Old toy warehouses. Coca-Cola bottling plants. Bridge-cable manufacturing. A sushi restaurant with cardboard furniture. Angel City Brewing. Buildings covered with colorful graffiti.

Poster from last year's "Art in the Streets" exhibit

This is the old and the new that inhabit an area of Downtown Los Angeles that most people just catch glimpses of from the 101 or the 10 as they drive by. On Thursday, a group of pedestrian advocates visiting L.A. for the 2nd Annual Peds Count! conference did more than just glimpse: they walked.

And while they walked, they not only learned about the history of the Arts District and experienced the feel of the area; walking also hammered home the point that walking in a city known for its car travel is not an alien concept.  It’s interesting, and social, and actually quite pleasant.

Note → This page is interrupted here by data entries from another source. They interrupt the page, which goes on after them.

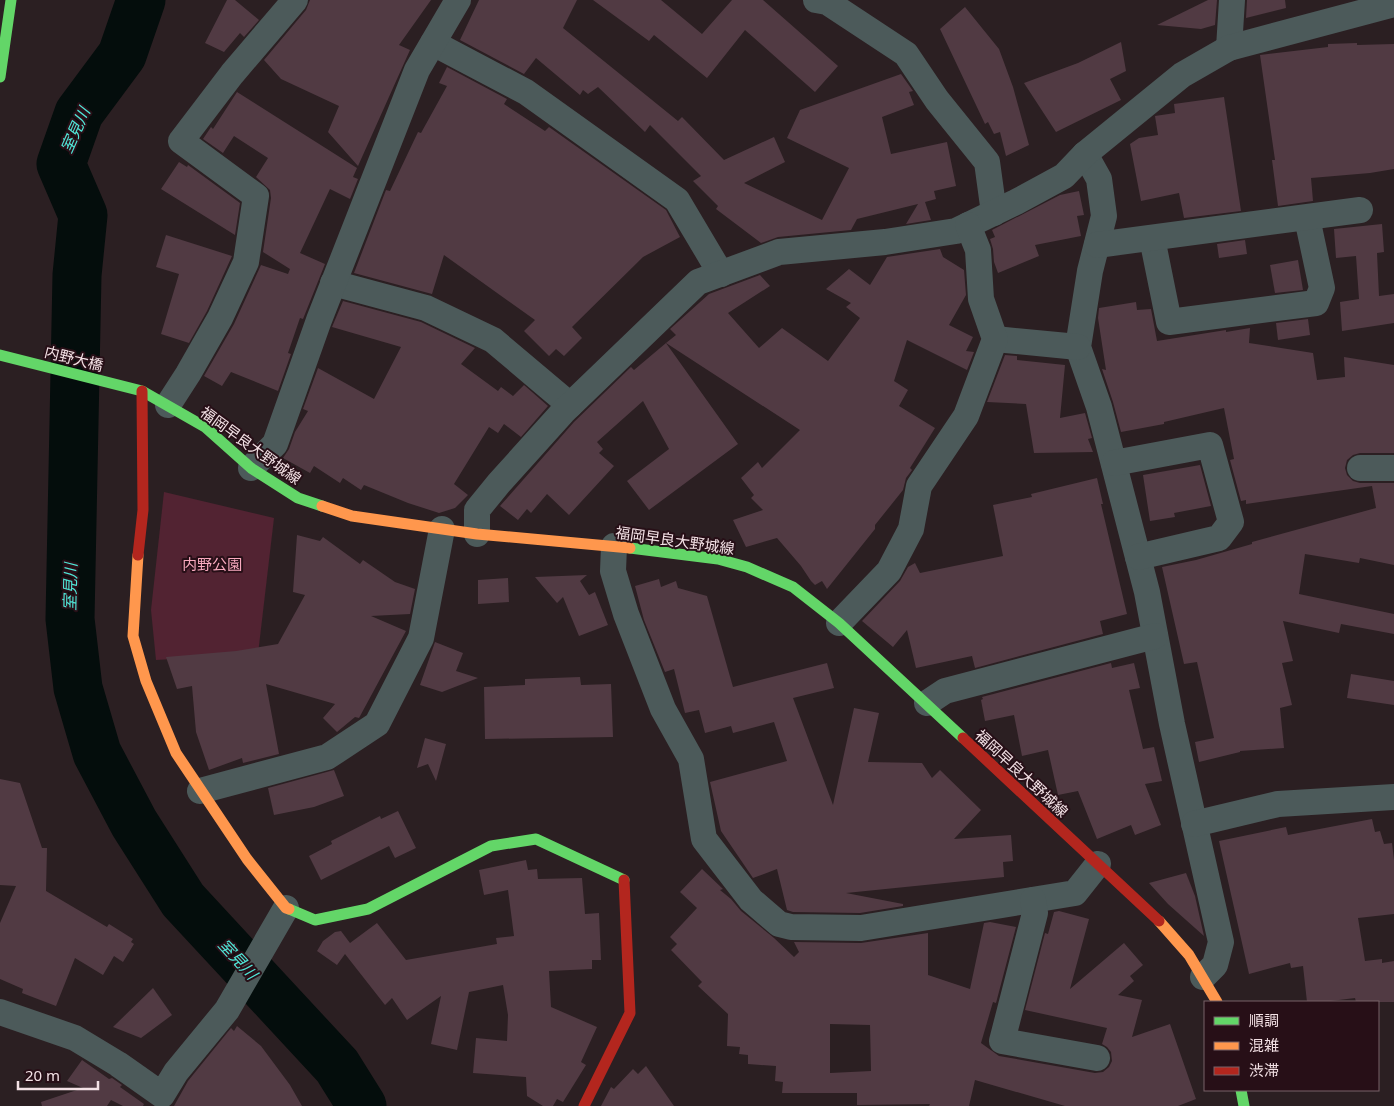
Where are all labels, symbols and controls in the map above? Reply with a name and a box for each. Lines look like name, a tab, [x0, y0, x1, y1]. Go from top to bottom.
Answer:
water label: 室見川	[55, 102, 96, 156]
street label: 内野大橋	[42, 341, 106, 375]
street label: 福岡早良大野城線	[197, 402, 305, 488]
street label: 福岡早良大野城線	[614, 522, 736, 558]
park label: 内野公園	[182, 554, 242, 574]
water label: 室見川	[59, 561, 81, 611]
street label: 福岡早良大野城線	[971, 725, 1073, 821]
water label: 室見川	[214, 934, 264, 986]
legend	[1204, 1001, 1379, 1091]
text: 順調	[1249, 1010, 1279, 1030]
text: 混雑	[1249, 1035, 1279, 1055]
scale bar	[18, 1058, 98, 1090]
text: 渋滞	[1249, 1060, 1279, 1080]
text: 20 m	[25, 1065, 60, 1085]

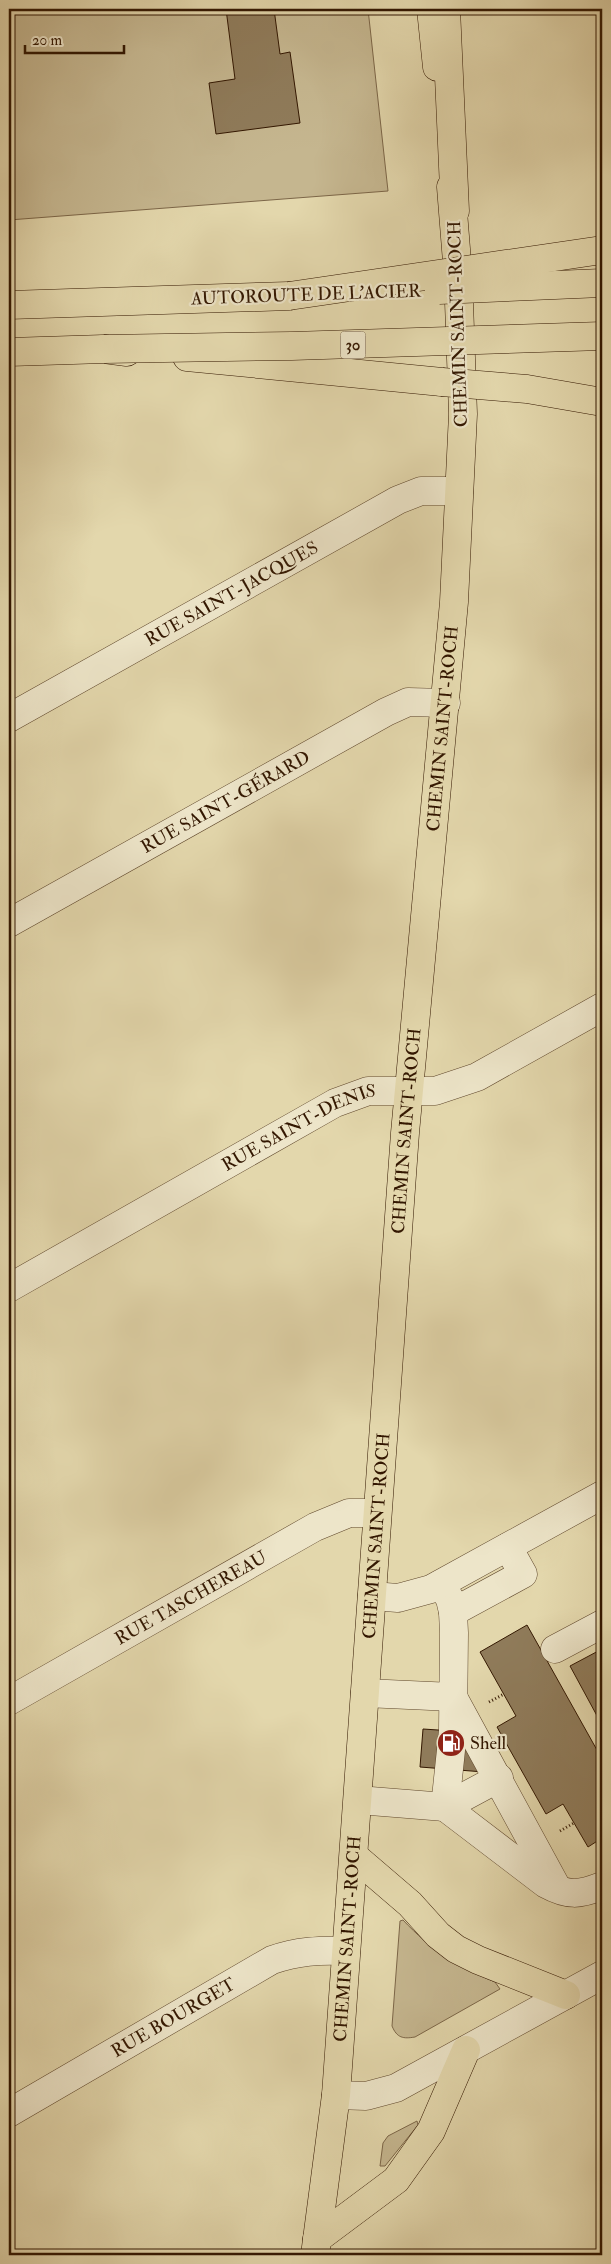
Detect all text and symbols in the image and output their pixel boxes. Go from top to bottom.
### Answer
scale bar [25,22,124,54]
text: 20 m [32,31,62,50]
street label: CHEMIN SAINT-ROCH [443,220,473,428]
street label: AUTOROUTE DE L'ACIER [190,279,423,311]
road number: 30 [340,332,366,358]
street label: RUE SAINT-JACQUES [141,536,322,651]
street label: CHEMIN SAINT-ROCH [421,625,463,832]
street label: RUE SAINT-GÉRARD [137,745,314,858]
street label: CHEMIN SAINT-ROCH [386,1027,426,1235]
street label: RUE SAINT-DENIS [218,1080,376,1176]
street label: CHEMIN SAINT-ROCH [357,1432,395,1640]
street label: RUE TASCHEREAU [111,1545,271,1650]
fuel station icon: Shell [436,1728,466,1758]
place label: Shell [470,1732,507,1755]
street label: CHEMIN SAINT-ROCH [328,1835,366,2043]
street label: RUE BOURGET [107,1972,240,2063]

“I really think that the heart of this movement is about reconnecting us to our streets and our neighborhoods by encouraging people to walk,” said Glendale-based Rye Baerg, a walk participant and regional policy manager for the Safe Routes to School National Partnership. “When people walk they have more interactions with their neighbors, see things that would just wiz by in the car, and make themselves healthier all at the same time. What's not to love?”

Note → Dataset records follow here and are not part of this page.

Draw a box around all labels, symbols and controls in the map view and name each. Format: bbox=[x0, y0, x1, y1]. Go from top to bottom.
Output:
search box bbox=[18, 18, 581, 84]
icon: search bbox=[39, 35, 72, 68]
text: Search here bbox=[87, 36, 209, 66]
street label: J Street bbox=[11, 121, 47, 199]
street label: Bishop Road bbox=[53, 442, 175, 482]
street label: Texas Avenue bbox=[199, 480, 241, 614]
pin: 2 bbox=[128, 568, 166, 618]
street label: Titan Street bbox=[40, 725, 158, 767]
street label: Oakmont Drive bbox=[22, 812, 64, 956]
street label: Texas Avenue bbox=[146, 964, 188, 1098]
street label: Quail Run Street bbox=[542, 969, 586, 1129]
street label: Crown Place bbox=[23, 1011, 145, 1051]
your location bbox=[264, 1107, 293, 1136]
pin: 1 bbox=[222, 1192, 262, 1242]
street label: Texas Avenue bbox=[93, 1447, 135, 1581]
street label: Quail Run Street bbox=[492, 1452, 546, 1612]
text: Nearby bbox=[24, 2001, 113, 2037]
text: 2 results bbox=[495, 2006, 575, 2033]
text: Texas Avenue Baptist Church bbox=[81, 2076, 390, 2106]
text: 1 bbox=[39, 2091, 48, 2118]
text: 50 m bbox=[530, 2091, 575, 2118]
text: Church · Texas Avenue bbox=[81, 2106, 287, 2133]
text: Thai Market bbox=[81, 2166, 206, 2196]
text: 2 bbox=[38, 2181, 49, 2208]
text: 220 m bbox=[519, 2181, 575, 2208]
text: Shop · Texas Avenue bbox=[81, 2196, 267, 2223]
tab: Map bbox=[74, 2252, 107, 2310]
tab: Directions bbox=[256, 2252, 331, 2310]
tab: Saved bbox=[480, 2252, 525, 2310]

Most of the 40 people on the walk hold opinions about walking did not need to be swayed. They were pedestrian advocates, planners, and engineers in town for a pedestrian planning, research, and advocacy conference. During the day, they attended sessions that featured the latest pedestrian research with the aim of promoting pedestrian safety, transit access, healthy environments, and sustainable communities.

Nevertheless, some were surprised. “I never knew any of this was here,” said a San Clemente-based Caltrans pedestrian planner as she studied some of the large murals painted in preparation for a Museum of Contemporary Art “Art in the Streets” exhibit last year.

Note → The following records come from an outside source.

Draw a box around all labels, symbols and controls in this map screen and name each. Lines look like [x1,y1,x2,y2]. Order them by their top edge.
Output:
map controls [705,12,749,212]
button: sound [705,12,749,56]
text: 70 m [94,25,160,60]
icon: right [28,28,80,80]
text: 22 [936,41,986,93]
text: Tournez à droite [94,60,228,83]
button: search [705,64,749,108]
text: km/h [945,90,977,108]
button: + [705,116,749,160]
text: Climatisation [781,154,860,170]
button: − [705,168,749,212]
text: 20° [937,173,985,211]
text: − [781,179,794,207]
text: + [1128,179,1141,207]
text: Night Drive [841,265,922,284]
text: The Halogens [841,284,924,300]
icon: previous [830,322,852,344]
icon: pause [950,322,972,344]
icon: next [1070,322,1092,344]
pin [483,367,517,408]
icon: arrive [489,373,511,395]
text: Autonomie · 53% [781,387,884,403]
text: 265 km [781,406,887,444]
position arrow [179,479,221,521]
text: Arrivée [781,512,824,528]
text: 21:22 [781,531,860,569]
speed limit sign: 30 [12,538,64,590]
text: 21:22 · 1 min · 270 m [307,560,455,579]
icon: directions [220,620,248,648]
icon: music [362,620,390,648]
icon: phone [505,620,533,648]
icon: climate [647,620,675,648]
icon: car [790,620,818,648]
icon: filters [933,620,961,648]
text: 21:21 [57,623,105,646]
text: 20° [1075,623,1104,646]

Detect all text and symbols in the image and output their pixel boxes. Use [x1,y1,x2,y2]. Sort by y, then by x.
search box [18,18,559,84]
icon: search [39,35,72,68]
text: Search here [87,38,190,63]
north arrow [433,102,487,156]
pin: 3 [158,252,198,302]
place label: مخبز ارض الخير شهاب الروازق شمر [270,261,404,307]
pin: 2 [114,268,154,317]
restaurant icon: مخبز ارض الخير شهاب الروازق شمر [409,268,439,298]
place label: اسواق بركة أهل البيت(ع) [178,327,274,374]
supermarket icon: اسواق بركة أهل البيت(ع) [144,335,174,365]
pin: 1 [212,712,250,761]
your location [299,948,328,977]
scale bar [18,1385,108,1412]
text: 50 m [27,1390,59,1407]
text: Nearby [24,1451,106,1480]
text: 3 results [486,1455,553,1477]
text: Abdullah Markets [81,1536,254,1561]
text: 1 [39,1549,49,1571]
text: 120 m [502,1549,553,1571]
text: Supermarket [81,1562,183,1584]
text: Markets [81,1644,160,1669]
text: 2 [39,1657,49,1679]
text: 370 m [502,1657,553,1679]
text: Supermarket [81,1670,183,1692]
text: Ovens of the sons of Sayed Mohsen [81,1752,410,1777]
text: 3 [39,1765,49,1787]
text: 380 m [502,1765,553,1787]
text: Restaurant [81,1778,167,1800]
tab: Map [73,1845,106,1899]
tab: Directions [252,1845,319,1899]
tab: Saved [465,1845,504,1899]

The Arts District was historically a warehouse and manufacturing area, but became a haven for artists in the 1970s. Two city ordinances helped it become the neighborhood it is today. One, the Artists in Residence Ordinance, allowed artists to work and live in their loft studio spaces in abandoned warehouse buildings. The other, the Adaptive Reuse Ordinance of 1999, makes the approval processes for restoring old buildings less rigorous. The Southern California Institute of Architecture moved into the old Santa Fe Freight Depot building in the area just after the ordinance went into effect.

Los Angeles Walks and California WALKS, both pedestrian advocacy organizations, hosted the event Thursday, which was designed to be an educational social break from the conference. The group started at the Gold Line, took it one stop, and walked to One-Eyed Gypsy. Then, they walked along cracked sidewalks and among old warehouses to Villains Tavern. Along the way, members of the group talked and smiled at various other walkers—students, people walking dogs walkers, and patrons of the few restaurants in the area (including the one with Frank Gehry-designed cardboard furniture, R23).

Deborah Murphy, founder of L.A. Walks, said simply, “Everyone walks in L.A.”